The Iraqi news outlet Mawazin reports that Iraq is in the process of finalizing a $2.5 billion U.S. purchase of HQ-9/FD-2000 long-range surface-to-air missile (SAM) systems from China Precision Machinery Import and Export Corporation (CPMIEC). As per Mawazin, the purchase will be financed using credit from China, which will require Baghdad to pay in installments of $833 million U.S.
Notes & Comments:
China is emerging as one of Iraq’s leading suppliers, especially in armaments that are not readily available to non-NATO or distantly allied countries in the West. These include armed unmanned aerial vehicles such as the CH-4, which Iraq acquired in October 2015, and long-range SAM technology, among other systems.
Russia leads the industry in terms of providing long-range SAM solutions, via the S-300, to the developing world. China has been seeking to make inroads in this market using HQ-9 (designated FD-2000 for the export market), which is generally thought to have been developed from the S-300PMU.
The procurement of the HQ-9 would mark one of Iraq’s first, if not the first, acquisition with external state-level threats in mind.
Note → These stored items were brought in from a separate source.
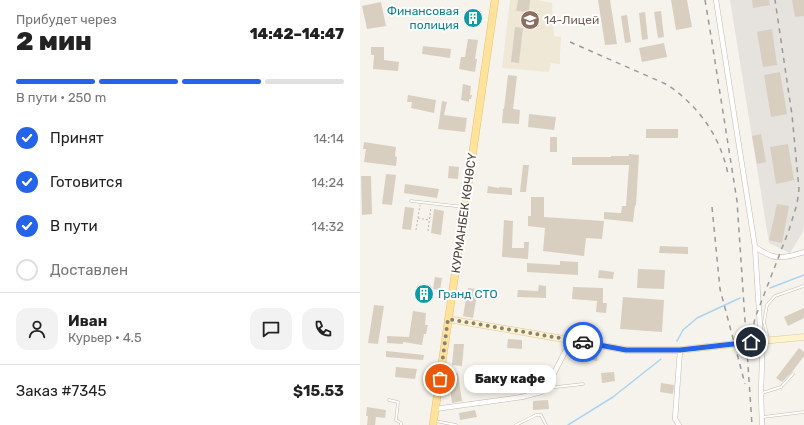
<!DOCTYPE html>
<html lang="ru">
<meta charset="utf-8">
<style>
body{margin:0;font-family:Rubik,sans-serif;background:#f2f2f2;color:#222;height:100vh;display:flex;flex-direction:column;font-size:15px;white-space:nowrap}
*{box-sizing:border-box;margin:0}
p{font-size:13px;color:#767676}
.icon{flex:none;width:22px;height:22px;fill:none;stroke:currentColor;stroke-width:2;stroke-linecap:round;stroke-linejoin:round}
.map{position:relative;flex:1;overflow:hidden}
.panel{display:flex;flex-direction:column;background:#fff;width:360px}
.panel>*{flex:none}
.pin{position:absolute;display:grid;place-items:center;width:34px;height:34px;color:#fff;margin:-17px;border:2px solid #fff;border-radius:50%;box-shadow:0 1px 4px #0007}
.courier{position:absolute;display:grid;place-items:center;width:40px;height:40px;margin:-20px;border:3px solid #2563eb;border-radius:50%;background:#fff;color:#222;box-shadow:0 1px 5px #0007}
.bubble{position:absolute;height:28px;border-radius:12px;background:#fff;box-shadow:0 2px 6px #0003;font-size:13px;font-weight:800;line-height:28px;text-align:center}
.summary em{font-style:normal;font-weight:800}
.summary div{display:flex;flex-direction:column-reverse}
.summary{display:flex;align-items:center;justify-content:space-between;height:68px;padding:0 16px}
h1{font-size:26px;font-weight:800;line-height:30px}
.bar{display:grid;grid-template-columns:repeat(4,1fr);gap:6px 4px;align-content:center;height:48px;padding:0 16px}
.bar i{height:5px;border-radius:3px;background:#e0e0e0}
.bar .on{background:#2563eb}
.bar p{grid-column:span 4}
.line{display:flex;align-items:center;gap:10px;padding:0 16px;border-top:1px solid #e0e0e0}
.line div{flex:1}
.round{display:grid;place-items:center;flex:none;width:42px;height:42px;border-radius:12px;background:#f2f2f2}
ol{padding:0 16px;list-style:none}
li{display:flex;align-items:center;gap:12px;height:44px}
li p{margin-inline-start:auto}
li .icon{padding:4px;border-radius:50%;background:#2563eb;color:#fff;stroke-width:4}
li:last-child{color:#767676}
li i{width:22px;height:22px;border:2px solid #e0e0e0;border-radius:50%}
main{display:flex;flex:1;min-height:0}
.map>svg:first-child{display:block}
.industrial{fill:#e6e2dd}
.education{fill:#efe8d6}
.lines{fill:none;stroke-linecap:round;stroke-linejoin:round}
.stream{stroke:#a9d4f2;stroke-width:1.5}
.building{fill:#d8cfc1}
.lane-casing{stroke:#c2bbae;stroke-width:3}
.street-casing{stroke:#c2bbae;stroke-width:5.5}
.secondary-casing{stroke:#d6c79b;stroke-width:7}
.primary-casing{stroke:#e6c16a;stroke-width:8}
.path{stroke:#c4b79f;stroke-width:1;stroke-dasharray:2 2;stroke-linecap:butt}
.lane{stroke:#fff;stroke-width:2}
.street{stroke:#fff;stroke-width:4.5}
.secondary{stroke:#fff3cd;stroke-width:6}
.primary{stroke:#ffe39c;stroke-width:7}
.rail{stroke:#9a9a9a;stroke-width:1.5;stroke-dasharray:5 5;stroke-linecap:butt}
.done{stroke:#878178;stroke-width:4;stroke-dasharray:0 7.2}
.route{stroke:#2563eb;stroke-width:5}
.labels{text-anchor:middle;stroke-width:4;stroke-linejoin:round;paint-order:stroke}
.culture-label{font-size:12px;fill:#0d838f;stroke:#fff;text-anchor:end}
.education-label{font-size:12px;fill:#785e54;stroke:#fff;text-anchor:start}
.street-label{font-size:12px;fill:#4b4439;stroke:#fff}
</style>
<main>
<section class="panel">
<div class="summary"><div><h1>2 мин</h1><p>Прибудет через</p></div><em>14:42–14:47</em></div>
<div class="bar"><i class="on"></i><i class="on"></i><i class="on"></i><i></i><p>В пути · 250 m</p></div>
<ol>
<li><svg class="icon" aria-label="check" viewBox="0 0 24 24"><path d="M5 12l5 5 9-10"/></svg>Принят<p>14:14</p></li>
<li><svg class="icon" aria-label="check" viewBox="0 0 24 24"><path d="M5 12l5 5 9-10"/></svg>Готовится<p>14:24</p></li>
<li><svg class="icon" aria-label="check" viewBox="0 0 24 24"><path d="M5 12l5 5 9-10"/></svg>В пути<p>14:32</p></li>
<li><i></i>Доставлен</li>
</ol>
<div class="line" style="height:72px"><a class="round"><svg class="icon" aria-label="person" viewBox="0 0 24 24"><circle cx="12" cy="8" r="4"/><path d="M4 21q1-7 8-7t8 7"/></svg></a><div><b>Иван</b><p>Курьер · 4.5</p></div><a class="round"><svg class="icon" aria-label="chat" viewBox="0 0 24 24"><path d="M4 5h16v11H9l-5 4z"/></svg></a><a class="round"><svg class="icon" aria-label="phone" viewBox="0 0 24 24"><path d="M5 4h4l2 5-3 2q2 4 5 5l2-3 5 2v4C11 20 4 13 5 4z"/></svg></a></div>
<div class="line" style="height:52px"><div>Заказ #7345</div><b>$15.53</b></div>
</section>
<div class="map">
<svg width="444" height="425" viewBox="0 0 444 425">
<rect width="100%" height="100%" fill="#f6f3ec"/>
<path class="industrial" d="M370,0H444V226L443,232L430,253L409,243Z"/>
<path class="education" d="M150,0H178L192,3L194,36L201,37L200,54V64L191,63L189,72L142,68Z"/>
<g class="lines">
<path class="stream" d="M410,288L444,275
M317,341L323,330L337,318L380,298
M208,425L253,397L301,359"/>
</g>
<path class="building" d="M158,0H170L169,12L156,11Z
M238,0H250L257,44L245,45Z
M311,0H327L332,27L316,30Z
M392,0H409L410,5L393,8Z
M432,0H444V16L435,17Z
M21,2L26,26L7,29L2,6Z
M109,10L119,11L117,26L108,25Z
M301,11L304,37L298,38L294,12Z
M285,12L288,39L282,40L279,13Z
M267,15L271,42L265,43L261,16Z
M155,27L163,28L159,63L151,62Z
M412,29L417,65L403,67L397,32Z
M108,39L118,40L115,59H117L115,72L99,69L101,57H105Z
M304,43L307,57L282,62L279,48Z
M63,46L91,49L90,58L62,54Z
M11,47H24V60L39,62L38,71L13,69L14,55H11Z
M420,72L427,114L411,117L404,75Z
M148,75L157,76L153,109L160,110L159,124L142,123L143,109H144Z
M103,84L111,86L110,95H112L111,99H109V102L101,100Z
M48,95L76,100L74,113L51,108L52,102H47Z
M82,101L87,102L84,115L107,118L105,132L78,129Z
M169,114L196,117L194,130L168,127Z
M286,129H318V138H286Z
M401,134L406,162L397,164L392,136Z
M190,137H197V152H190Z
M4,142L36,147L35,156L37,157L36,166L4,162L6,149H3Z
M428,144L434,180L416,184L410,147Z
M269,154L279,155L276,206L275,205L273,222L244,219V212L261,213L262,206H266L269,165H212V157H251V156H269Z
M163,165H169L166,192H160Z
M89,166L99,167L98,179L88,178Z
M26,174L36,175L32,205L22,204Z
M1,176H11L12,214L2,215Z
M45,184L79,189L77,198L44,193Z
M128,186L139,188V187L152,188V195L127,193Z
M171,197H184V217L244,221L242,239L226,238L224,256L183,251L185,228L168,226V216H171Z
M417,204L429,206L422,243L409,240Z
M45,207L54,208L51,230L42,229Z
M74,209L84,211L81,235L71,233Z
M144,220L153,221L152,248H164V242H169L168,259L142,257Z
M300,246L328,247V254L299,253Z
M200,261L218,262V275L167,272V263L200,265Z
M278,269L305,270L304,289L277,288Z
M239,270L254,272L253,279L238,278Z
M75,277L82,278L80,290L73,289Z
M179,285L186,286V298L157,297L158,290L178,291Z
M213,287L243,288V303H247L246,313L236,312L237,301L212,299Z
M108,288L118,289L113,318L103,316Z
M59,289L71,291L70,298L58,297Z
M263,297L304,300L302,332L260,329Z
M14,305L24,306L18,344L8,343Z
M444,308V318L428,326L424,317Z
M53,311L66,313L65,325H68L66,334H64L62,345L43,342V344L27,343V336L49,337Z
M148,339L162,340V349L147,348Z
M94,344H104L102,366L92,365Z
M439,348L444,352V356L432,372L422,382L416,378Z
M26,351L64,355L63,360L26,357Z
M228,351L238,352L237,361L227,359Z
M36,367L57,369L55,379L35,377Z
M254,372L255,381L242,383L241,373Z
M98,373L102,401L92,403L90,389H94L93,374Z
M301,383L314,385L313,394L300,392Z
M188,400L189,409L173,410V401Z
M7,407L26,410L25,418L16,417L15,425H7L8,416H6Z
M115,410L117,417L100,420L99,413Z"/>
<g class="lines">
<defs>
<path id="lane" d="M51,201L104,207
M408,338L404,322L407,305L415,296L444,286
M187,388L223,384
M402,393L421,387L433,374
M29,400L38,402L36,420L41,423V425
M403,417L444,412
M75,421L96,425
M156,425L176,415H181L186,425"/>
<path id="street" d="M356,0L395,247C400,250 406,254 412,256C422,259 434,255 444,252
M395,247L402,359L401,393L402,425
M75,409L162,397L181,392L186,389L211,340
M319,425L315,419L320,350"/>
<path id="secondary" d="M88,319L267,350H320L401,341L444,337"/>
<path id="primary" d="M73,425L135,0"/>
</defs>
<use href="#lane" class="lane-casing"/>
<use href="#street" class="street-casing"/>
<use href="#secondary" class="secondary-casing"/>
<use href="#primary" class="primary-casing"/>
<path class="path" d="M58,218L69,220
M56,230L60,205
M68,231L71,207"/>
<use href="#lane" class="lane"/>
<use href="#street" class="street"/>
<use href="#secondary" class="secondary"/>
<use href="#primary" class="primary"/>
<path class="rail" d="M345,0L351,36L377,201L392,425
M210,42L308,85C340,108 360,136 368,174
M352,207L360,289L385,384
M391,344L392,334L395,318L429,230L437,204L439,189L432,115L415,0"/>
</g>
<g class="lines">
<path class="done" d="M80,379L88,319L223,342"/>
<path class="route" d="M223,342L266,350H320L391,342"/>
</g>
<defs>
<symbol id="building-disc" viewBox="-11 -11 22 22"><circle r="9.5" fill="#0f9aa8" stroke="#fff"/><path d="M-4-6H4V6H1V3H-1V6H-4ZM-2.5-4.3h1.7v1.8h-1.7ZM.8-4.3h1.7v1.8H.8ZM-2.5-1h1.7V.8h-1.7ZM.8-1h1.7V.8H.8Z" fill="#fff"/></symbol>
<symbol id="school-disc" viewBox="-11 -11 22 22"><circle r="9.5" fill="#8d6e63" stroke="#fff"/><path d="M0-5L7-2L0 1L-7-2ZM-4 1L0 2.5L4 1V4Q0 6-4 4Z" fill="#fff"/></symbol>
</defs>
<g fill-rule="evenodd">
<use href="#building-disc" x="102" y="7" width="22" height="22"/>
<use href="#school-disc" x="159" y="9" width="22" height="22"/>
<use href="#building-disc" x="53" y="283" width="22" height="22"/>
</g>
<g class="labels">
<g class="culture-label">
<text x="99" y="15">Финансовая<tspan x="99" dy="14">полиция</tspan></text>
<text x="78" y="298" text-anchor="start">Гранд СТО</text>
</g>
<g class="education-label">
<text x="184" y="24">14-Лицей</text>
</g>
<g class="street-label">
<text transform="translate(104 213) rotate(-82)" y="4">КУРМАНБЕК КӨЧӨСҮ</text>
</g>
</g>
</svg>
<div class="pin" style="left:80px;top:379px;background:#ea580c"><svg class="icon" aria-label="bag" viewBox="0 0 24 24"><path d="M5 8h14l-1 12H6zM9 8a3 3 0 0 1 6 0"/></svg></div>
<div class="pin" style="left:391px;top:342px;background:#1f2937"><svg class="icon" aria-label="home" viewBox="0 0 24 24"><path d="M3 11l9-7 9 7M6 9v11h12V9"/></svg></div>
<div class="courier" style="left:223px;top:342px"><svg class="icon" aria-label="car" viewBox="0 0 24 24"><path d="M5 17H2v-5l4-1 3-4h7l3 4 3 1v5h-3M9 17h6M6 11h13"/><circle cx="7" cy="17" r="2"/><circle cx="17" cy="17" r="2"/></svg></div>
<div class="bubble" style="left:104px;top:365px;width:92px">Баку кафе</div>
</div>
</main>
Although Iraq has spent the previous decade rebuilding its armed forces, many of its marquee systems have been tailored for internal counterinsurgency operations. A significant amount of expenditure in this regard had gone to the U.S., most notably in the Lockheed Martin F-16 Block-52+.
It will be worth seeing if Iraq further invests in its conventional defence capabilities, especially in terms of offensive assets such as medium (or heavy)-weight combat aircraft or short-range ballistic missiles, which are available for sale in Russia and China.